Published online May 6, 2015. doi: 10.5527/wjn.v4.i2.230
Peer-review started: August 6, 2014
First decision: October 31, 2014
Revised: December 11, 2014
Accepted: December 18, 2014
Article in press: December 20, 2014
Published online: May 6, 2015
Processing time: 275 Days and 21.7 Hours
Shock wave lithotripsy (SWL) was introduced in 1980, modernizing the treatment of upper urinary tract stones, and quickly became the most commonly utilized technique to treat kidney stones. Over the past 5-10 years, however, use of SWL has been declining because it is not as reliably effective as more modern technology. SWL success rates vary considerably and there is abundant literature predicting outcome based on patient- and stone-specific parameters. Herein we discuss the ways to optimize SWL outcomes by reviewing proper patient selection utilizing stone characteristics and patient features. Stone size, number, location, density, composition, and patient body habitus and renal anatomy are all discussed.

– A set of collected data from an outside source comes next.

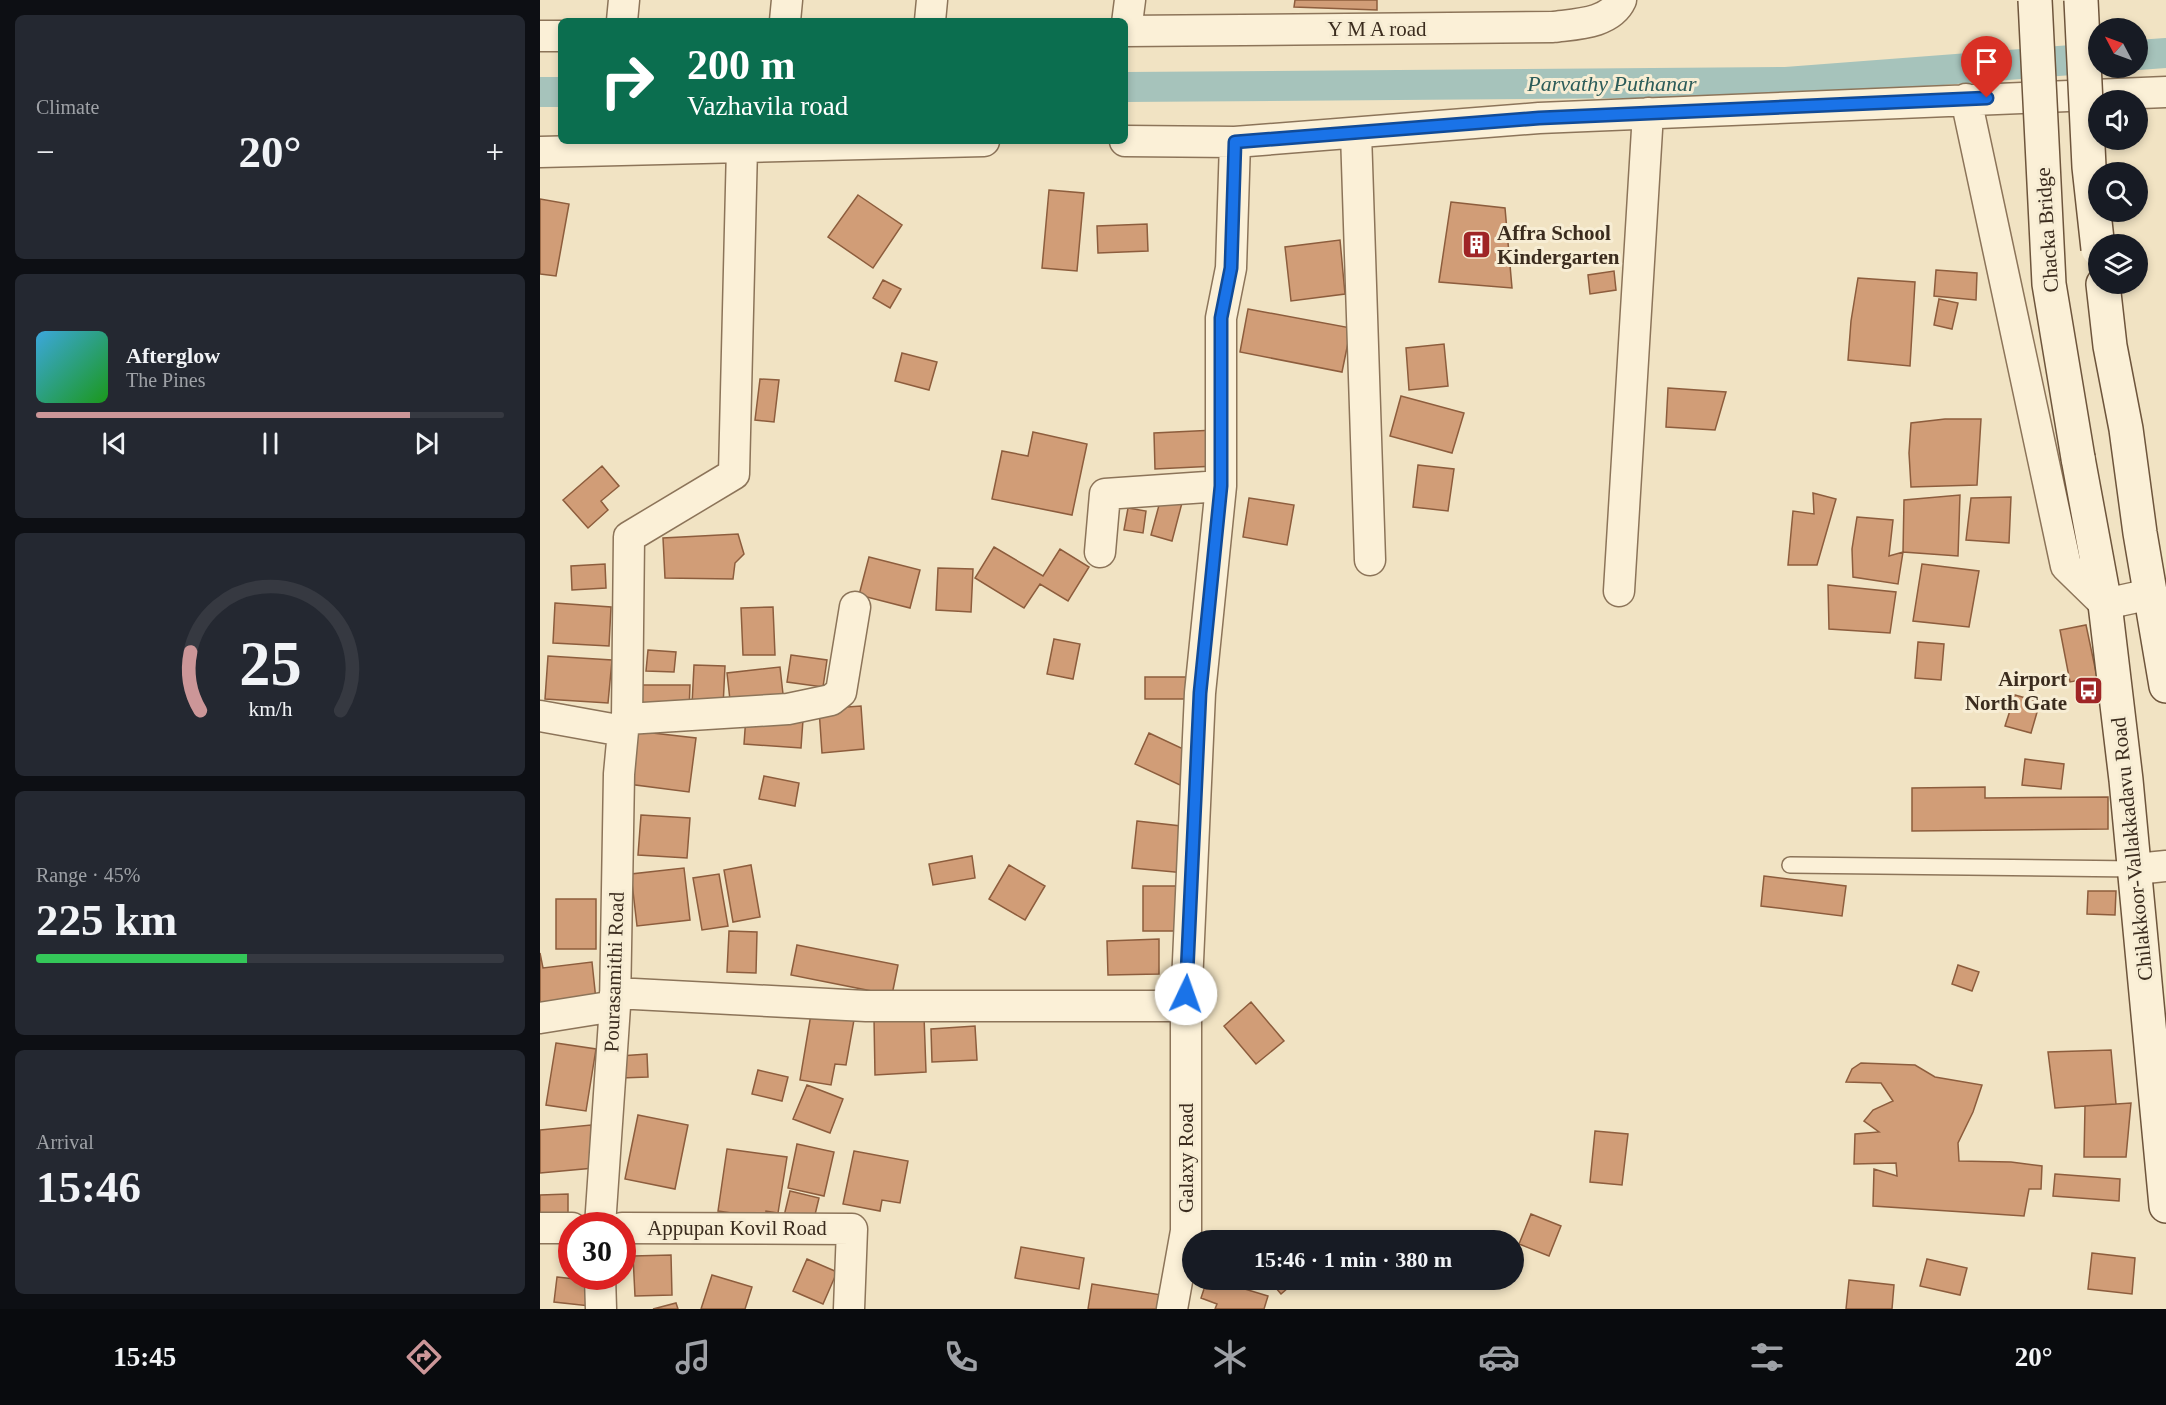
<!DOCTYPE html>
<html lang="en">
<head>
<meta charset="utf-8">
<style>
	:root { --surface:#171b24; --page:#242831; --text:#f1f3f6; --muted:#9ea1a6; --line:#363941; --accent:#cc9698 }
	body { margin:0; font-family:Georgia,serif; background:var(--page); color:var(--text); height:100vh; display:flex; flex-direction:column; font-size:22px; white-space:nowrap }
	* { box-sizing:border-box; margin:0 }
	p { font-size:20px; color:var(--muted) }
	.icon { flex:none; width:33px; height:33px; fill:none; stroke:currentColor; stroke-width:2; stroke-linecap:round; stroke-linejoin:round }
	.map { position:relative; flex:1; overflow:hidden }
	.side { display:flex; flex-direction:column; gap:15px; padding:15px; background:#0d0f14; width:540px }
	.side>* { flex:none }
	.banner { position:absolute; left:18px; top:18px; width:570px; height:126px; border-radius:9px; box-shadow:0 3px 9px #0003; background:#0b6e4f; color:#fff; overflow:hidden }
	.needle { width:39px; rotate:311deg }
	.tools { position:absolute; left:1548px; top:18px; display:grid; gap:12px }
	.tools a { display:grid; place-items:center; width:60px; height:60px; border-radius:50%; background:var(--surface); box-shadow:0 3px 9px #0003; font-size:30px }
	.speed { position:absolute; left:18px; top:1212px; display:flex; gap:12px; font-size:30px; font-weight:700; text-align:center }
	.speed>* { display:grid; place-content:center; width:78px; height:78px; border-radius:50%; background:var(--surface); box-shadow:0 3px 9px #0003; line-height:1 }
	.speed .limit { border:9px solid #d22; background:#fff; color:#111 }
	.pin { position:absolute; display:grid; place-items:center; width:51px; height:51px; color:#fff; margin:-62px -26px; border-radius:50% 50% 50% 0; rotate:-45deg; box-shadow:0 0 6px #0007 }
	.pin .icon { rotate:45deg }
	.me { position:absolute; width:66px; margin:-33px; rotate:3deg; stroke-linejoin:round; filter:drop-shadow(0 0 4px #0008) }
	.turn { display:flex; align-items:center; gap:21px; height:126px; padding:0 30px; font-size:27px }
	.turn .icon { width:78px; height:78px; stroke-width:2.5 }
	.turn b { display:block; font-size:42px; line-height:51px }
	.big { font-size:45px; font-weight:800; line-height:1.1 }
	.side .widget { flex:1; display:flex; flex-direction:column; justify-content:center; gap:9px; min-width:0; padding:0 21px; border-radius:9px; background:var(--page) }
	.side .dial { align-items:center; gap:0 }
	.dial svg { height:156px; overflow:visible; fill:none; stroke:var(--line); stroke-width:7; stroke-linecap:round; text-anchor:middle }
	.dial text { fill:var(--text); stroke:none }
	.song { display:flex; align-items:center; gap:18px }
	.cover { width:72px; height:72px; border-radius:9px; background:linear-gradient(135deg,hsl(200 70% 55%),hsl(120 70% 35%)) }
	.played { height:6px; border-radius:3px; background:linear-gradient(90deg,var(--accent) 80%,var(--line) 80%) }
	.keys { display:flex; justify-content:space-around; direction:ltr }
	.heat { display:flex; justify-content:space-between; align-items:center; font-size:33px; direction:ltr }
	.charge { height:9px; border-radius:4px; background:linear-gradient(90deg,#34c759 45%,var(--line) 0) }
	.trip { position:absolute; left:642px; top:1230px; width:342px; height:60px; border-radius:30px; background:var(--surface); box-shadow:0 3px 9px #0003; font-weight:800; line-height:60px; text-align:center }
	.tabs { display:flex; height:96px; justify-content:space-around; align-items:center; background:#090b0e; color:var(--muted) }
	.tabs .icon { width:42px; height:42px }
	.tabs .active { color:var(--accent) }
	.tabs b { font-size:27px; color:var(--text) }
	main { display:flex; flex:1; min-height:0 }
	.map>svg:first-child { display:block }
</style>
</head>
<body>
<main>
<section class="side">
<div class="widget"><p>Climate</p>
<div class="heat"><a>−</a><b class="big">20°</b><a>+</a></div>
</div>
<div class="widget">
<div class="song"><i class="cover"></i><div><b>Afterglow</b><p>The Pines</p></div></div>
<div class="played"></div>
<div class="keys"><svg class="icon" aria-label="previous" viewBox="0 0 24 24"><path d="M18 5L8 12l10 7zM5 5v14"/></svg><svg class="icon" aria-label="pause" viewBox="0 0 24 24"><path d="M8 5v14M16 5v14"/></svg><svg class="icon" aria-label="next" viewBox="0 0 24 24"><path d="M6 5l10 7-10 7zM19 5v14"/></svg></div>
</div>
<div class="widget dial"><svg viewBox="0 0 100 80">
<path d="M14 69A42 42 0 1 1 86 69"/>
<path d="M14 69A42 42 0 0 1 9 39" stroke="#cc9698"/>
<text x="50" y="56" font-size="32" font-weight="700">25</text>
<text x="50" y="72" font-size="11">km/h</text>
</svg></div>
<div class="widget"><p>Range · 45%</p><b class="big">225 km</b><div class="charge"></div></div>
<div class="widget"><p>Arrival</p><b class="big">15:46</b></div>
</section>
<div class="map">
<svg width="1626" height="1309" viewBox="0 0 1626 1309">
	<rect width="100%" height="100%" fill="#f1e3c3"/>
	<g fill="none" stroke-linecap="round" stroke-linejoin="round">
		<!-- canal -->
		<path stroke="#a6c3bb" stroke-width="30" d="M1598,55L1626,53
			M585,87L1246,82L1558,58
			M0,92H21"/>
	</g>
	<!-- building -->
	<path fill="#d19d77" stroke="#8d5d3d" stroke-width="1.5" d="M755,0H837V10L754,7Z
		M509,190L544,193L537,271L502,268Z
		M318,195L362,225L333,268L288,237Z
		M0,199L29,204L16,276L0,274Z
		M911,202L965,208L972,288L899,282Z
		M607,224L608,251L558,253L557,226Z
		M800,240L805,294L751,301L745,247Z
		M1396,270L1437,273L1436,300L1394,296Z
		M1074,271L1076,290L1050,294L1048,275Z
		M1318,278L1375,282L1370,366L1308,360L1311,321Z
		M343,280L361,289L350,308L333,298Z
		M1399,299L1418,303L1412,329L1394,325Z
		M708,309L811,328L802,372L700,352Z
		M904,344L908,386L869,390L866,348Z
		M362,353L397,362L389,390L355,381Z
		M220,379L239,380L234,422L215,420Z
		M1128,388L1186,392L1175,430L1126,427Z
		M861,396L924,413L912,453L850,436Z
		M1405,419H1441L1437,485L1371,487L1369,453L1371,423Z
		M675,430L676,466L615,469L614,433Z
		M493,432L547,444L532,515L452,499L462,451L488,456Z
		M878,465L914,469L908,511L873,507Z
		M62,466L79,486L61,501L68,510L48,528L23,500Z
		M1273,493L1296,499L1277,565H1248L1253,511L1274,514Z
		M622,494L643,499L632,541L611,535Z
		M1420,495L1418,556L1363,552L1364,500Z
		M1471,497L1469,543L1426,540L1431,498Z
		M709,498L754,505L747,545L703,537Z
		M588,508L606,511L603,533L584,530Z
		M1317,517L1353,520L1349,556L1363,552L1358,584L1313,577L1312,549Z
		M198,534L204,554L195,563L193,579L125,578L123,538Z
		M454,547L503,576L520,549L549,567L528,601L500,584L484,608L435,578Z
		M329,557L380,570L370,608L319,595Z
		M65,564L66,588L32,590L31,566Z
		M1382,564L1439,571L1429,627L1373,621Z
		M398,568L433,569L431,612L396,610Z
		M1288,585L1356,592L1350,633L1289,629Z
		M15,603L71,607L69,646L13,643Z
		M233,607L235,655H203L201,608Z
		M1546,625L1557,677L1530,682L1520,630Z
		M514,639L540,644L533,679L507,674Z
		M1378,642L1404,644L1401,680L1375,678Z
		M108,650L136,652L134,672L106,671Z
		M251,655L287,660L283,687L247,682Z
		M8,656L72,660L68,703L5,699Z
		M154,665L185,666L183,707L152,705Z
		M240,667L244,703L191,709L187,673Z
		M605,677H652V699H605Z
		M99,685H150L149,711L98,710Z
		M1475,695L1500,702L1491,733L1465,726Z
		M321,706L324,749L282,753L279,709Z
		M206,716L263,720L261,748L204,744Z
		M95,731L156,738L149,792L88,784Z
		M609,733L654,754L640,785L595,764Z
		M1485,759L1524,764L1521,789L1482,785Z
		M224,776L259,783L255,806L219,799Z
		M1445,787V798L1568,797V829L1372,831V788Z
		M101,815L150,818L147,858L98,855Z
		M597,821L650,827L645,873L592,868Z
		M432,856L435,878L393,885L389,864Z
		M211,865L220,917L193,922L184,870Z
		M469,865L505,886L485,920L449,899Z
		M144,868L150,920L97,926L91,874Z
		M179,874L188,926L162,930L153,878Z
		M1224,876L1306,886L1302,916L1221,906Z
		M603,886H645V931H603Z
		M1548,891H1576L1575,915L1547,914Z
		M16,899H56V949H16Z
		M189,931L217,932L216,973L187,972Z
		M619,939V974L568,975L567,941Z
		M257,945L358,965L352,995L251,975Z
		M0,953L3,968L52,962L56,1000L0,1007Z
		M1418,965L1439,972L1432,991L1412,984Z
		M711,1002L744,1041L716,1064L684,1026Z
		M271,1014L314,1020L306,1065L295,1064L291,1085L260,1080Z
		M384,1016L386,1072L335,1075L334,1018Z
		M435,1026L437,1060L392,1062L391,1029Z
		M16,1043L56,1049L46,1111L6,1105Z
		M1571,1050L1576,1104L1515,1108L1508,1052Z
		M107,1054L108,1077L81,1078L80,1056Z
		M1321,1063L1375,1065L1395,1077L1442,1085L1433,1112L1418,1143L1419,1161L1471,1162L1502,1166L1501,1189H1489L1484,1216L1333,1206L1334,1169L1357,1176L1356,1163L1314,1164L1315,1134L1339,1132L1324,1121L1333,1110L1353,1101L1341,1083L1306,1082L1312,1069Z
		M218,1070L248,1077L242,1101L212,1094Z
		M267,1085L303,1099L290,1133L253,1119Z
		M1591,1103L1586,1157H1544L1545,1106Z
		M98,1115L148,1125L135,1189L85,1179Z
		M51,1125L54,1168L0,1173V1130Z
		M1055,1131L1088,1134L1082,1185L1050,1182Z
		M257,1144L294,1152L284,1196L248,1188Z
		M187,1149L247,1157L238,1213L226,1211L225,1218L178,1211Z
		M314,1151L368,1161L360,1203L342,1200L340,1211L303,1204Z
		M1515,1174L1580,1179L1579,1201L1513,1196Z
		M250,1191L279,1198L273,1223L244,1216Z
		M28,1194V1226L0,1227V1195Z
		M991,1214L1021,1226L1009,1256L979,1244Z
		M481,1247L544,1258L539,1289L475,1278Z
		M1552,1253L1595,1258L1592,1294L1548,1289Z
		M131,1255L132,1295L95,1296L93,1256Z
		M267,1259L297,1272L283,1304L253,1291Z
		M1387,1259L1427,1268L1420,1295L1380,1286Z
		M172,1275L212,1287L205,1309H161Z
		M17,1277L53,1281L50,1306L14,1302Z
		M667,1280H675L728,1296L724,1309H675L677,1304L661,1298Z
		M729,1280H755L756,1281L741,1294Z
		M1309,1280L1354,1285L1352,1309H1306Z
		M552,1284L622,1295L619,1309H548Z
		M136,1303L138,1309H113Z"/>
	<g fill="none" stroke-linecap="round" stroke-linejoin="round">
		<defs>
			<path id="service" d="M1250,865L1596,869"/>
			<path id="minor" d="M82,21L84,0
				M245,21L247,0
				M390,21L392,0
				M585,31L1013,27C1035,24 1070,24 1081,0
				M586,31L590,0
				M0,36H21
				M1426,99L1526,566L1565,604L1611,594
				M816,133L830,560
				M585,141L695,142L999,118L1626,92
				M0,152L444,141
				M560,552L565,494L681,486
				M1079,591L1108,113
				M0,716L83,731
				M87,719L248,709L291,700L301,692L315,607
				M1596,869L1626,866
				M75,993L326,1006H646
				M0,1018L75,1006
				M60,1226L75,1006L79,774L83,731L87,719L89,537L194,474L202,147
				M0,1228H32
				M82,1228L312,1229L309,1309
				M60,1276L61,1309
				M632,1309L646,1231V1006L660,693L681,486V318L691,268L695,142"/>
			<path id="secondary" d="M1563,284L1570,346L1586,429L1600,533L1626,686
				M1538,458L1565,604L1586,780L1626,1206"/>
		</defs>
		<!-- service casing -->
		<use href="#service" stroke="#8c7459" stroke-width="18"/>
		<!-- minor casing -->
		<use href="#minor" stroke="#8c7459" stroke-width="33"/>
		<!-- secondary casing -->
		<use href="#secondary" stroke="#6e553c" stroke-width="36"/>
		<!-- service -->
		<use href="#service" stroke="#fbf0d7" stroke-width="15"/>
		<!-- minor -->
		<use href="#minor" stroke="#fbf0d7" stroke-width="30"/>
		<!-- secondary -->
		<use href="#secondary" stroke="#fbf0d7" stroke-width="33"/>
		<defs>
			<path id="secondary-bridge" d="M1495,0L1509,284L1538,458
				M1541,0L1549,167L1558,249"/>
		</defs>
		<!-- secondary-bridge casing -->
		<use href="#secondary-bridge" stroke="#6e553c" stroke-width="36" stroke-linecap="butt"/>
		<!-- secondary-bridge -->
		<use href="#secondary-bridge" stroke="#fbf0d7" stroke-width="33"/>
	</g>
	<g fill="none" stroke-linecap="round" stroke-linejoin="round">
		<defs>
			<path id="route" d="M646,994L660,693L681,486V318L691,268L695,142L999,118L1447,98"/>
		</defs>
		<!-- route casing -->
		<use href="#route" stroke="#114b97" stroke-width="15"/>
		<!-- route -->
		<use href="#route" stroke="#1a73e8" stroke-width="10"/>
	</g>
	<!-- icons -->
	<defs>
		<symbol id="building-square" viewBox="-11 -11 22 22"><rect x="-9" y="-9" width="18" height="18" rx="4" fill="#9f2526" stroke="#f7edd4"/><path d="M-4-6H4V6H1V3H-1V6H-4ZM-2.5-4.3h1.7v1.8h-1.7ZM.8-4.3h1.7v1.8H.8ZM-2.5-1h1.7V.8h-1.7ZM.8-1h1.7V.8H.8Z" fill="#fff"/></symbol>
		<symbol id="bus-square" viewBox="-11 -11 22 22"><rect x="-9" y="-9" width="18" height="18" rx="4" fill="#9f2526" stroke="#f7edd4"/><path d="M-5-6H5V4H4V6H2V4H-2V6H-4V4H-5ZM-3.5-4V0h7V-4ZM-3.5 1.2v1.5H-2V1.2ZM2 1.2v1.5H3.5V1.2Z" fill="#fff"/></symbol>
	</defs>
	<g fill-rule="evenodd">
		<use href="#building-square" x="920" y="228" width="33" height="33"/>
		<use href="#bus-square" x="1532" y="674" width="33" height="33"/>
	</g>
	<g text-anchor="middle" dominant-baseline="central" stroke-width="6" stroke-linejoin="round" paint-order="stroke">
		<!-- street labels -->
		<g font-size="21" fill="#3b2c1e" stroke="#f7edd4">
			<text x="837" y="29">Y M A road</text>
			<text transform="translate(1507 230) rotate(-94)">Chacka Bridge</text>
			<text transform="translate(1592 849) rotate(-96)">Chilakkoor-Vallakkadavu Road</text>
			<text transform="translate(74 972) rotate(-88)">Pourasamithi Road</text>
			<text transform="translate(646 1158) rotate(-90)">Galaxy Road</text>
			<text x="197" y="1228">Appupan Kovil Road</text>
		</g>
		<!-- poi labels -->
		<g font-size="21" font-weight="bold" fill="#3b2c1e" stroke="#f7edd4" text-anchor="start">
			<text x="957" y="233">Affra School<tspan x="957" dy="24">Kindergarten</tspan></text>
			<text x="1527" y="679" text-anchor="end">Airport<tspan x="1527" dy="24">North Gate</tspan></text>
		</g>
		<!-- water labels -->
		<g font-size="22" font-style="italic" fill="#2c5c59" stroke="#f7edd4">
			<text x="1072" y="83">Parvathy Puthanar</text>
		</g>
	</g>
</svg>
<div class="tools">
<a><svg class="needle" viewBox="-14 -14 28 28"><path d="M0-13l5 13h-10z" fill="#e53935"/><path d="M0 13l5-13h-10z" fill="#9ea1a6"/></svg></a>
<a><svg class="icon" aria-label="sound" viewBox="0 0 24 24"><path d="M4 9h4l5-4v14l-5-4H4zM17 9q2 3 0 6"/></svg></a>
<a><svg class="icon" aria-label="search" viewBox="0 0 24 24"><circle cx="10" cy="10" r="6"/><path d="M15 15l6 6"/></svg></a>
<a><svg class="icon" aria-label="layers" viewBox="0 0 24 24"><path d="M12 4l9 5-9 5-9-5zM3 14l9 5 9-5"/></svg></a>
</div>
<div class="speed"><div class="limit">30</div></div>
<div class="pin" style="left:1447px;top:98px;background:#d93025"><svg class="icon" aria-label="arrive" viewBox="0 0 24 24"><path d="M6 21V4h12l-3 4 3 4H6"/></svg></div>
<svg class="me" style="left:646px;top:994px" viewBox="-20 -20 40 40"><circle r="19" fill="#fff"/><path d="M0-13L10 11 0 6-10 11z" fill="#1a73e8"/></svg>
<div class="trip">15:46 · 1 min · 380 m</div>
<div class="banner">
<div class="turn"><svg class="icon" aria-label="right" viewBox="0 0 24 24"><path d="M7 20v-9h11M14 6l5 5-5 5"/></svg><div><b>200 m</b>Vazhavila road</div></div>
</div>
</div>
</main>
<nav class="tabs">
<b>15:45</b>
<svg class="icon active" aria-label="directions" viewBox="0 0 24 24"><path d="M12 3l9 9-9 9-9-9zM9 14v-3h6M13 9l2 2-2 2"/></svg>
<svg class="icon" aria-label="music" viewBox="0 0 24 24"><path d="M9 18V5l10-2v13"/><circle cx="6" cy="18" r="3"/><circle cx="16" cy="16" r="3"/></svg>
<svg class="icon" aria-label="phone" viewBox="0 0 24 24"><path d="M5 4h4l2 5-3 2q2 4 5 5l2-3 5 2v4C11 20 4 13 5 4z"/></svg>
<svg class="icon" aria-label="climate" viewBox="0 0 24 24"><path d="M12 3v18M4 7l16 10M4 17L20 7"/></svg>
<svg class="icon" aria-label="car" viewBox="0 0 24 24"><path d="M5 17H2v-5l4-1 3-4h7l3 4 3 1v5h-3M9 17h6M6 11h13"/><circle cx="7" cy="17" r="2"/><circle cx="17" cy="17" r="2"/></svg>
<svg class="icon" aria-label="filters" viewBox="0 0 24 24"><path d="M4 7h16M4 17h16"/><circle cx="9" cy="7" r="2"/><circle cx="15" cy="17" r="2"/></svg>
<b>20°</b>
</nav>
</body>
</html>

We also review the technical parameters during SWL that can be controlled to improve results further, including type of anesthesia, coupling, shock wave rate, focal zones, pressures, and active monitoring. Following these basic principles and selection criteria will help maximize success rate.
Core tip: Shock wave lithotripsy is a commonly utilized technology for kidney stone treatment that has declining efficacy over the past decade. The paper outlines how to optimize outcomes with proper patient selection and control of treatment parameters.